▸ **EXERCISE OBJECTIVE**: Once the line containing "Where are all" is found, set down that line and each one after it exactly, through the end of the entries.

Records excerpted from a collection

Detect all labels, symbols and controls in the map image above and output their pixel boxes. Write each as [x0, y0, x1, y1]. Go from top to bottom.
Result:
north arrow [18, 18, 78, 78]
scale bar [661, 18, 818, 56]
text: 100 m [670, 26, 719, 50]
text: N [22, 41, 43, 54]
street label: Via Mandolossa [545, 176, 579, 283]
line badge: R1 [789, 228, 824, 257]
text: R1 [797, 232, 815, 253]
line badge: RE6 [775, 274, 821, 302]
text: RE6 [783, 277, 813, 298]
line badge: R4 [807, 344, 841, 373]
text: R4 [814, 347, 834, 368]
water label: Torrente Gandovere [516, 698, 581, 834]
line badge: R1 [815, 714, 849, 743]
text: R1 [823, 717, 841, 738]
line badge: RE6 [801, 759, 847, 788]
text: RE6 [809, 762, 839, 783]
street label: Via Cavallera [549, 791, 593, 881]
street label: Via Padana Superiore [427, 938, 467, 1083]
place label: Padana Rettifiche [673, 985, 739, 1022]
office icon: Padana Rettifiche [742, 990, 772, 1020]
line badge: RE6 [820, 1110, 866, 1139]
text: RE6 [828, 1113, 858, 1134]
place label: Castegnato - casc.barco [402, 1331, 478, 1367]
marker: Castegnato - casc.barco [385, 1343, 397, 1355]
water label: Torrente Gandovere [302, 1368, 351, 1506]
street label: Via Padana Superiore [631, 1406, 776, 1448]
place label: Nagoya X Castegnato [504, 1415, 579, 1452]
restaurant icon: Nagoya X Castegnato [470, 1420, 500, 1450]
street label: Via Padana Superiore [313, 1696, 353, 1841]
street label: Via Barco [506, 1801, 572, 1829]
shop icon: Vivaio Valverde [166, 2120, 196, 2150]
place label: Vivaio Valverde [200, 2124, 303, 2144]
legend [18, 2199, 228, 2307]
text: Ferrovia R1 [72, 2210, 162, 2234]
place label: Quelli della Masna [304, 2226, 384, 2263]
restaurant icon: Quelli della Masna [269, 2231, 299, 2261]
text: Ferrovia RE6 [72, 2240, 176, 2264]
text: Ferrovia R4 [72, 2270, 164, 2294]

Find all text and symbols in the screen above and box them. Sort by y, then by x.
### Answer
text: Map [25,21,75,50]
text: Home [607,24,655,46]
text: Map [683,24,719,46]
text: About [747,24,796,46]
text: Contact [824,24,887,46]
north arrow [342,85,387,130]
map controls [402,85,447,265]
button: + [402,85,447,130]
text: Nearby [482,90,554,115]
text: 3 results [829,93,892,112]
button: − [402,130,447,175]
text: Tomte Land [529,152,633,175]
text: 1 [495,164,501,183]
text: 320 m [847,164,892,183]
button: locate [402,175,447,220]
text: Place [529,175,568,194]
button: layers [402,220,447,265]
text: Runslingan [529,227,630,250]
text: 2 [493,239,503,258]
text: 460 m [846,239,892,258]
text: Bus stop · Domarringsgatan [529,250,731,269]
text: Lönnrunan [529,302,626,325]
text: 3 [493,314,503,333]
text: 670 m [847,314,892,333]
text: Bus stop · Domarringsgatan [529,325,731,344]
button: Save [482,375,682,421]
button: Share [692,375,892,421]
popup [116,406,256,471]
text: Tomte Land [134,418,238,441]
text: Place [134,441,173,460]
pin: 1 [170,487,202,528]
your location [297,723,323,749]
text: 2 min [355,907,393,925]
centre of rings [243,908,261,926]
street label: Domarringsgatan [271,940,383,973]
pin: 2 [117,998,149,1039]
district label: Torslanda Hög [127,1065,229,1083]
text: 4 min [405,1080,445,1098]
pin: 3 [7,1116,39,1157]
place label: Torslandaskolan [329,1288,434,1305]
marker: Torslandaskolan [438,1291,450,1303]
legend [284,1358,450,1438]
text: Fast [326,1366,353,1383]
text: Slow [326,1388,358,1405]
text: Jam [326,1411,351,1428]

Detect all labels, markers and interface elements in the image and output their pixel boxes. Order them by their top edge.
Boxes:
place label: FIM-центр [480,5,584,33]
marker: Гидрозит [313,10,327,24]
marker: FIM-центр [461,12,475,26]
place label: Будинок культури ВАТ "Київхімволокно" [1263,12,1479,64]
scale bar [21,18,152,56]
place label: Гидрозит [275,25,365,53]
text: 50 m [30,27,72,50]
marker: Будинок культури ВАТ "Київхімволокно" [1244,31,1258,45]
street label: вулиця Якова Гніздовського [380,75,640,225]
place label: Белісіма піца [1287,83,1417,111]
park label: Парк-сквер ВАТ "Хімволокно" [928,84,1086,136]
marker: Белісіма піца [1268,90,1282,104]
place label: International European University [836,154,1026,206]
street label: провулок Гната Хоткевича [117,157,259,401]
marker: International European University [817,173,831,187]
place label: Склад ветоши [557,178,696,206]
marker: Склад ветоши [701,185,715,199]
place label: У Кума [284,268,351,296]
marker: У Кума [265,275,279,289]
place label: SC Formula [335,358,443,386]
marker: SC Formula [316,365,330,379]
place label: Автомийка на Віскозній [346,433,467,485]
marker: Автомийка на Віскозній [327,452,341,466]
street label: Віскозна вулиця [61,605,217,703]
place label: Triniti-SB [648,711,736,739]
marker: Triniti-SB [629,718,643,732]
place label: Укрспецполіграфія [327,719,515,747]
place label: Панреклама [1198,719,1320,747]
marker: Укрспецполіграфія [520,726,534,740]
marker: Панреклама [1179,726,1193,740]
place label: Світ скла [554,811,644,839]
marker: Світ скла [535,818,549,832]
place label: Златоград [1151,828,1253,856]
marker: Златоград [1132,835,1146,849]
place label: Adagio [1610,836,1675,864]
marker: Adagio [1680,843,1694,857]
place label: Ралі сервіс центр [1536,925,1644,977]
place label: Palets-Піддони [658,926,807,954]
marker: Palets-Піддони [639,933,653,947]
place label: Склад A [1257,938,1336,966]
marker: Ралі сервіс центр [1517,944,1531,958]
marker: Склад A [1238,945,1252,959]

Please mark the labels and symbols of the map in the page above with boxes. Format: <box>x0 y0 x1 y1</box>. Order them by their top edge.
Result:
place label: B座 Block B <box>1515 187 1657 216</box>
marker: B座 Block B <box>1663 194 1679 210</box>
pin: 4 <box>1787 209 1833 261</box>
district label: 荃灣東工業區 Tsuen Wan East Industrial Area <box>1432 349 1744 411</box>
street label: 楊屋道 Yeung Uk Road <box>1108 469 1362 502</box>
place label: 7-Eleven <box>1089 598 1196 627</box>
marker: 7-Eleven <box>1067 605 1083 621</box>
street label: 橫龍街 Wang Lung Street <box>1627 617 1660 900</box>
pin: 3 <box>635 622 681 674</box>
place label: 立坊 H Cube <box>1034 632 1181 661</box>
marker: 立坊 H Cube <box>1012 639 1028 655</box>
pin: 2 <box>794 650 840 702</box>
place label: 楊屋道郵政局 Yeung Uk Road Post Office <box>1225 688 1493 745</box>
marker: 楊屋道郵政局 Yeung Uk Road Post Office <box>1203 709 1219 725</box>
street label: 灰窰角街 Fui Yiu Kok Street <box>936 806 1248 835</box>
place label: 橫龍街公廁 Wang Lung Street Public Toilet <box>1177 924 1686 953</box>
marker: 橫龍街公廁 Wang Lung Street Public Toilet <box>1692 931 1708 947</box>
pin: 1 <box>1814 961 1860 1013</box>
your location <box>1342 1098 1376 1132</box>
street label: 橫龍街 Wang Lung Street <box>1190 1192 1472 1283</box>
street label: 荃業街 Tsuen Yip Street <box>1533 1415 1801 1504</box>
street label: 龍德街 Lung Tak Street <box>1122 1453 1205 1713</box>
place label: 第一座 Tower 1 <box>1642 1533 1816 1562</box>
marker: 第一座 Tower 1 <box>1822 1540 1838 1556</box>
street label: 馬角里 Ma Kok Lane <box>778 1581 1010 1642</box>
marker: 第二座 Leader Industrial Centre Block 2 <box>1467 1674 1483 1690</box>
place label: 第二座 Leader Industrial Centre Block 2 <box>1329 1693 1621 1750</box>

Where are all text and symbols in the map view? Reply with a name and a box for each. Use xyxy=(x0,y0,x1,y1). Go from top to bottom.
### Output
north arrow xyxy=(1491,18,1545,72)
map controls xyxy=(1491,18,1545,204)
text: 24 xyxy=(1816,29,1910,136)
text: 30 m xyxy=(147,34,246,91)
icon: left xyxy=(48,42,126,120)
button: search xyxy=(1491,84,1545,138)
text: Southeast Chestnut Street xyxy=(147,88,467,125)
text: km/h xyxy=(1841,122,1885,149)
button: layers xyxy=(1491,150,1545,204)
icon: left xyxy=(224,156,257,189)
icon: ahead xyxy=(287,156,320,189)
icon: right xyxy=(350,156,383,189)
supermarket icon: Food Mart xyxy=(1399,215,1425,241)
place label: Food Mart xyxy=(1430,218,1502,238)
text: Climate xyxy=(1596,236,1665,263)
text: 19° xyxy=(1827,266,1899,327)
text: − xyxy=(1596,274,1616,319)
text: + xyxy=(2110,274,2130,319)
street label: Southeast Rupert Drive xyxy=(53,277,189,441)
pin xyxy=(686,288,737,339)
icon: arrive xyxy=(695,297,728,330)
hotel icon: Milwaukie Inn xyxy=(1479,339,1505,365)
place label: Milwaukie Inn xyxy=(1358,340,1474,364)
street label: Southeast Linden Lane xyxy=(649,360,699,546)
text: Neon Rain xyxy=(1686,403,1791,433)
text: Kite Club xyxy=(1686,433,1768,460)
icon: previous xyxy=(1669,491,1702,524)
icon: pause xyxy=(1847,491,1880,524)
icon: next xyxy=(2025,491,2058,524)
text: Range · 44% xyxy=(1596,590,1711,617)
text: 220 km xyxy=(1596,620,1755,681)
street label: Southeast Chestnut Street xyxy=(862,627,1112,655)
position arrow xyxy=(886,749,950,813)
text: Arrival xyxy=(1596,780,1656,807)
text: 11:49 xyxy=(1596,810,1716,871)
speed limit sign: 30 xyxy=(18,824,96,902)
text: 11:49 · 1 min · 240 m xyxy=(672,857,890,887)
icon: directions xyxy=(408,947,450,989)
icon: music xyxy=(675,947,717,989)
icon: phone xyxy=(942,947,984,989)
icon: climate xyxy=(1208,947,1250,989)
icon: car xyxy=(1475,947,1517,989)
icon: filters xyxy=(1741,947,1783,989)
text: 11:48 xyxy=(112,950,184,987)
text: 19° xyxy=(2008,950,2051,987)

▸ **EXPECTED OUTPUT**:
Where are all text and symbols in the map view? Reply with a name and a box for each. Use xyxy=(x0,y0,x1,y1). Go from top to bottom.
### Output
north arrow xyxy=(1491,18,1545,72)
map controls xyxy=(1491,18,1545,204)
text: 24 xyxy=(1816,29,1910,136)
text: 30 m xyxy=(147,34,246,91)
icon: left xyxy=(48,42,126,120)
button: search xyxy=(1491,84,1545,138)
text: Southeast Chestnut Street xyxy=(147,88,467,125)
text: km/h xyxy=(1841,122,1885,149)
button: layers xyxy=(1491,150,1545,204)
icon: left xyxy=(224,156,257,189)
icon: ahead xyxy=(287,156,320,189)
icon: right xyxy=(350,156,383,189)
supermarket icon: Food Mart xyxy=(1399,215,1425,241)
place label: Food Mart xyxy=(1430,218,1502,238)
text: Climate xyxy=(1596,236,1665,263)
text: 19° xyxy=(1827,266,1899,327)
text: − xyxy=(1596,274,1616,319)
text: + xyxy=(2110,274,2130,319)
street label: Southeast Rupert Drive xyxy=(53,277,189,441)
pin xyxy=(686,288,737,339)
icon: arrive xyxy=(695,297,728,330)
hotel icon: Milwaukie Inn xyxy=(1479,339,1505,365)
place label: Milwaukie Inn xyxy=(1358,340,1474,364)
street label: Southeast Linden Lane xyxy=(649,360,699,546)
text: Neon Rain xyxy=(1686,403,1791,433)
text: Kite Club xyxy=(1686,433,1768,460)
icon: previous xyxy=(1669,491,1702,524)
icon: pause xyxy=(1847,491,1880,524)
icon: next xyxy=(2025,491,2058,524)
text: Range · 44% xyxy=(1596,590,1711,617)
text: 220 km xyxy=(1596,620,1755,681)
street label: Southeast Chestnut Street xyxy=(862,627,1112,655)
position arrow xyxy=(886,749,950,813)
text: Arrival xyxy=(1596,780,1656,807)
text: 11:49 xyxy=(1596,810,1716,871)
speed limit sign: 30 xyxy=(18,824,96,902)
text: 11:49 · 1 min · 240 m xyxy=(672,857,890,887)
icon: directions xyxy=(408,947,450,989)
icon: music xyxy=(675,947,717,989)
icon: phone xyxy=(942,947,984,989)
icon: climate xyxy=(1208,947,1250,989)
icon: car xyxy=(1475,947,1517,989)
icon: filters xyxy=(1741,947,1783,989)
text: 11:48 xyxy=(112,950,184,987)
text: 19° xyxy=(2008,950,2051,987)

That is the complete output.